Extending adequate gas supplies beyond 2018 would require the drilling of more and more wells each year, with a total of 185 new wells at an estimated total cost of $1.9 billion to $2.8 billion required to extend the supplies to 2020, the PRA study found.
“We’re talking about a significantly larger number of wells being drilled going forward, with a market that’s contracting,” Walsh said. “… So it’s kind of a tall order.”
And the escalating cost of maintaining utility gas supplies for Southcentral Alaska will push up the price of energy, he said.
“There’s no way around that,” Walsh said. “No matter what we do, if we import, if we have an in-state (gas) line, that’s the direction we’re heading.”
Import LNGIn the absence of a successful near-term drilling program, utility gas supplies will start to fall short in 2013. And, with supply alternatives such as the building of a “bullet” gas line from the North Slope being impractical to implement by then, a short-term local gas supply shortfall will inevitably lead to the import of LNG into Southcentral Alaska from elsewhere, Walsh said.
“The bullet line will not be built by 2016 or maybe 2017. It’s not an option for the short term,” Walsh said. “So really there’s no way out besides investing in the Cook Inlet basin to get us to that stage. … That’s the reality of it. We need … to take immediate action to make sure that we have gas going forward.”
The utilities urgently need new gas supply contracts sufficiently attractive to support new development in the Cook Inlet basin, with predictable timelines and standards for Regulatory Commission of Alaska contract approval, he said.
“Although we’d all like to see very inexpensive gas in the Cook Inlet basin, things are going to start to move in an upward direction,” Walsh said. “If we’re going to motivate explorers and developers, it’s got to be on good terms for them as well.”
Meantime utilities must secure access to new gas storage facilities, both to enable the management of peak winter gas demand and to encourage new gas development by opening up the Cook Inlet gas market, he said.
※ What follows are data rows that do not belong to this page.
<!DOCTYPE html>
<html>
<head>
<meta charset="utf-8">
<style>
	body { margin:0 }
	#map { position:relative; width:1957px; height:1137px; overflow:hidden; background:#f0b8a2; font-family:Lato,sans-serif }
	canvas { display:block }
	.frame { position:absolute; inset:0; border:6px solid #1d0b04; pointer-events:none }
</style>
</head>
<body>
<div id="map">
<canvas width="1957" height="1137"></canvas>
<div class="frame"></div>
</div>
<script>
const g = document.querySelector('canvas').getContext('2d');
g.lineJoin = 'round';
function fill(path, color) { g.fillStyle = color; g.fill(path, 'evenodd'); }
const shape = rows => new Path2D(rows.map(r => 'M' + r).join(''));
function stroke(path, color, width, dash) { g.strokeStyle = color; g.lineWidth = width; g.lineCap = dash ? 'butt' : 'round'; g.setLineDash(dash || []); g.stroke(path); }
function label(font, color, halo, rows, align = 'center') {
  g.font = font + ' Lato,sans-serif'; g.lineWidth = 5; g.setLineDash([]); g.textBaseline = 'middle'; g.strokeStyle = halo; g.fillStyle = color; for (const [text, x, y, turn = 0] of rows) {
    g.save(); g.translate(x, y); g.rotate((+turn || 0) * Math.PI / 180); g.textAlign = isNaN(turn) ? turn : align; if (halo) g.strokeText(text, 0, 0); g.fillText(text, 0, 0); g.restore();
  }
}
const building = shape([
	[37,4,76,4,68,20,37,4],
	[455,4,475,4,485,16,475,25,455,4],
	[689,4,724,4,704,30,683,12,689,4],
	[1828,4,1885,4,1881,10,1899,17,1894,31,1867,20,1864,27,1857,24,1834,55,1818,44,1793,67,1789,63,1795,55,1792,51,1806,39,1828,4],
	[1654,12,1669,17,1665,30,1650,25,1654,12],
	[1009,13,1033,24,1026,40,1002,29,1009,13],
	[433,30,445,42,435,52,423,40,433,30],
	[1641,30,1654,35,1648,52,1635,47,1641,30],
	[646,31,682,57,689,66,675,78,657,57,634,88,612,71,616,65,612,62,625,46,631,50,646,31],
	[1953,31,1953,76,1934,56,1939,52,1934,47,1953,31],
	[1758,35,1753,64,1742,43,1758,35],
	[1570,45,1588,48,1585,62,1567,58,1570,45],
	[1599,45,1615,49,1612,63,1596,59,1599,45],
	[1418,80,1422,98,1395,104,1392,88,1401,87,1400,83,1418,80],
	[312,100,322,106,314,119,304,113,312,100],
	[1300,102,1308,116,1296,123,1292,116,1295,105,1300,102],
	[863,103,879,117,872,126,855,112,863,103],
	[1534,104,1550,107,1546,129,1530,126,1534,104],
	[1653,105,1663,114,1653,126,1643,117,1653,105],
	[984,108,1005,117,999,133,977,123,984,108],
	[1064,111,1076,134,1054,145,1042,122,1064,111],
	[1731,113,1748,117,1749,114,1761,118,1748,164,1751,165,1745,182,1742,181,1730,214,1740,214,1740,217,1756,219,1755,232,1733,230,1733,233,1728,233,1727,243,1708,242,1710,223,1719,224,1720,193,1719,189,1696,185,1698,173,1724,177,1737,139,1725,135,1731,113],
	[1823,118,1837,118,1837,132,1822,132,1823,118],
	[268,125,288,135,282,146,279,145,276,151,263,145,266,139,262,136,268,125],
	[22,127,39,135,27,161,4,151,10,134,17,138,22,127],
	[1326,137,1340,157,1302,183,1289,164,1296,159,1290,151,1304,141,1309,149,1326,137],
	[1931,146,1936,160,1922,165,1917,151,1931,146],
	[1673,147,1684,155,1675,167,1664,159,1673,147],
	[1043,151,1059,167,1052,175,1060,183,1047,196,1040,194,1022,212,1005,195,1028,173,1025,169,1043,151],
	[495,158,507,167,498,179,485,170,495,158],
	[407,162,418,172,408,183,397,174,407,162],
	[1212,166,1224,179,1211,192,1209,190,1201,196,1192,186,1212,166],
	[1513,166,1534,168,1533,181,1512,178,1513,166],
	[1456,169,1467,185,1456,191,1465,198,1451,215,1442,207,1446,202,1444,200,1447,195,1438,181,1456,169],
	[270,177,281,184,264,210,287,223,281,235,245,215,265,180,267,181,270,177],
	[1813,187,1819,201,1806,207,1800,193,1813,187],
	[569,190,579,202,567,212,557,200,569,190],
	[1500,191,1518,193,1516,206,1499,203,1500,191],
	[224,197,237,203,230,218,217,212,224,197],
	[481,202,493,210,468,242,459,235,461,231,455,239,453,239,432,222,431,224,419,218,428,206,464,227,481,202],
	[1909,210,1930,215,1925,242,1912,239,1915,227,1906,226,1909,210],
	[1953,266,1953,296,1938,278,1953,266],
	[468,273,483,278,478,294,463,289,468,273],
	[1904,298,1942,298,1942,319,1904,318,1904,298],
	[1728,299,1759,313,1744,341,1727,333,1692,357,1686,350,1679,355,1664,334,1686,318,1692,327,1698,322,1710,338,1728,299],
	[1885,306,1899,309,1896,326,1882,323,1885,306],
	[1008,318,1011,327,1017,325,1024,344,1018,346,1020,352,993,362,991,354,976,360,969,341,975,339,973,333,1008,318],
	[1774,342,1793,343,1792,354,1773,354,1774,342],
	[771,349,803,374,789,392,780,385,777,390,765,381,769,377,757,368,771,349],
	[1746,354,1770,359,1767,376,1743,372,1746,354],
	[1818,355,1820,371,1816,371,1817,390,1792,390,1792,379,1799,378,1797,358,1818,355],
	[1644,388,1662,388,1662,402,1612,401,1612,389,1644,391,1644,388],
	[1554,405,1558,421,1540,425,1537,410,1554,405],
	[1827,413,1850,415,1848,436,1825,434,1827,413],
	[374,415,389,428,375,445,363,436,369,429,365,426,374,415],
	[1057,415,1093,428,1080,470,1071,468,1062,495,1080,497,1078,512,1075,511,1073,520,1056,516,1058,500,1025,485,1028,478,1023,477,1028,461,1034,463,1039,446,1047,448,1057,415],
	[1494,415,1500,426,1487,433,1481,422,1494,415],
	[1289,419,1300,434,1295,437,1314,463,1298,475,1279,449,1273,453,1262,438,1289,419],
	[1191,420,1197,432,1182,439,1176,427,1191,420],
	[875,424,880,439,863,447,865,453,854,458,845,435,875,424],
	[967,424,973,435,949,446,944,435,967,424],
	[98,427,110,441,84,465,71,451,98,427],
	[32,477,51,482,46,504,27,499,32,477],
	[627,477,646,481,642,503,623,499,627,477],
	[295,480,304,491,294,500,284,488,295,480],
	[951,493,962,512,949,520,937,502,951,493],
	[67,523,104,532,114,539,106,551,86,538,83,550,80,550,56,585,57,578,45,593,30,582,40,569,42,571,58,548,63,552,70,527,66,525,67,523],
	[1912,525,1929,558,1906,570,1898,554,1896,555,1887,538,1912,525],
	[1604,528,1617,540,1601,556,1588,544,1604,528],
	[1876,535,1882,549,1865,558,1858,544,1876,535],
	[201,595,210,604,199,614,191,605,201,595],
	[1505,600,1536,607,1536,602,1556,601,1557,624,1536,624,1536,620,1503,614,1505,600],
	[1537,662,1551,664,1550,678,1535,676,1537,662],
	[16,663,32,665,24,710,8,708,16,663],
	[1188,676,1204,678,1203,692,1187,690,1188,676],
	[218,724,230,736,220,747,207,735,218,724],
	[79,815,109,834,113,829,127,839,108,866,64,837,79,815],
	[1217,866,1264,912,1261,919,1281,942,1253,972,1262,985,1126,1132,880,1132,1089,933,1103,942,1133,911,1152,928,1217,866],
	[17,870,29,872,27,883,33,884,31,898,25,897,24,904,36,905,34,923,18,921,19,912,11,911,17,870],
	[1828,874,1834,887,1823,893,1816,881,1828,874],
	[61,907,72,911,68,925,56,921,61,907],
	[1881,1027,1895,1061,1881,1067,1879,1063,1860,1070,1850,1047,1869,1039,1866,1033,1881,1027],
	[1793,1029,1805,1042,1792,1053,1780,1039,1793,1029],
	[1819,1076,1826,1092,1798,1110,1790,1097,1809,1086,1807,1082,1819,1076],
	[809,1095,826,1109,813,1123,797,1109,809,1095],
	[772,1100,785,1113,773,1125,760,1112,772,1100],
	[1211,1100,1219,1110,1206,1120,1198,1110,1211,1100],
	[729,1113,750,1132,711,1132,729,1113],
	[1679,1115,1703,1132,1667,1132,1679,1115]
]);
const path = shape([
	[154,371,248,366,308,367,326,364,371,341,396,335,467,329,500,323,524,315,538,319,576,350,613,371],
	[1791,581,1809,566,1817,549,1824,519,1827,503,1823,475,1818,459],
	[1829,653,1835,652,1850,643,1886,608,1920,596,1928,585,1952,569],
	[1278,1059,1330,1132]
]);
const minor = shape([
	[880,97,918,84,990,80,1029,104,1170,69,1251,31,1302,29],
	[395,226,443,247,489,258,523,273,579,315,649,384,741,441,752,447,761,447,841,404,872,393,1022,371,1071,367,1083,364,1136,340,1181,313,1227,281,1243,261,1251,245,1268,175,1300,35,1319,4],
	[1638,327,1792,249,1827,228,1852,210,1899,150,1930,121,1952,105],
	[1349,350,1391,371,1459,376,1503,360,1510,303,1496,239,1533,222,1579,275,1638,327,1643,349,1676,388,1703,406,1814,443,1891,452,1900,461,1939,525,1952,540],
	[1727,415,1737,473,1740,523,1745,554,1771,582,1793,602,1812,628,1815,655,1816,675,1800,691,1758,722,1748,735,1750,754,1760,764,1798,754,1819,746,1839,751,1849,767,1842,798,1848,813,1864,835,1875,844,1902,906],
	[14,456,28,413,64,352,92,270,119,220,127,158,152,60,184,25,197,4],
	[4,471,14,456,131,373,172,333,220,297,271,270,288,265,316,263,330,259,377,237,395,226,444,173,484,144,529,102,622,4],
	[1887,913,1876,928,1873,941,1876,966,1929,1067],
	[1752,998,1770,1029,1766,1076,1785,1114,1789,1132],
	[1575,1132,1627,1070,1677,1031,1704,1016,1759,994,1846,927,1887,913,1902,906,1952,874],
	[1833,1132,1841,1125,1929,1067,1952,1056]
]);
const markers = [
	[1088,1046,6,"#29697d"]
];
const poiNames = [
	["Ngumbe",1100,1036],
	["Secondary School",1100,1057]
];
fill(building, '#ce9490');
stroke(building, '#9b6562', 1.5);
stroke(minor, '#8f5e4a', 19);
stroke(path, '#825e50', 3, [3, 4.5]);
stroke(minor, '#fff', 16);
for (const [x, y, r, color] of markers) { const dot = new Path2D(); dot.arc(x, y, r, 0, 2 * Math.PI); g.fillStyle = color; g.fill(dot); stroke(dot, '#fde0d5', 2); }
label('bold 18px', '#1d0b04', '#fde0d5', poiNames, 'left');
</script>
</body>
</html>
Multiple actionsInitiatives to increase customer awareness of the difficult gas supply situation and to encourage energy conservation must continue; there needs to be streamlining of the procedures for land access for exploration, field development and pipeline construction; and the commercial playing field of the Cook Inlet basin, in terms of issues such as gas supply contract terms and production taxes, needs to attract new gas producers into the basin, Walsh said.
There is a market in Cook Inlet for local gas, regardless of any plans to bring gas to Southcentral Alaska from the North Slope, he said.
“If we can … actively explore and develop these resources and reserves that are out there we can stave off the need for the import of gas,” Walsh said. “… Local gas is still a good deal now. … The (gas) price will probably point to a local supply rather than a bullet line or LNG imports. … I think there’s a very viable (gas) market here in the basin.”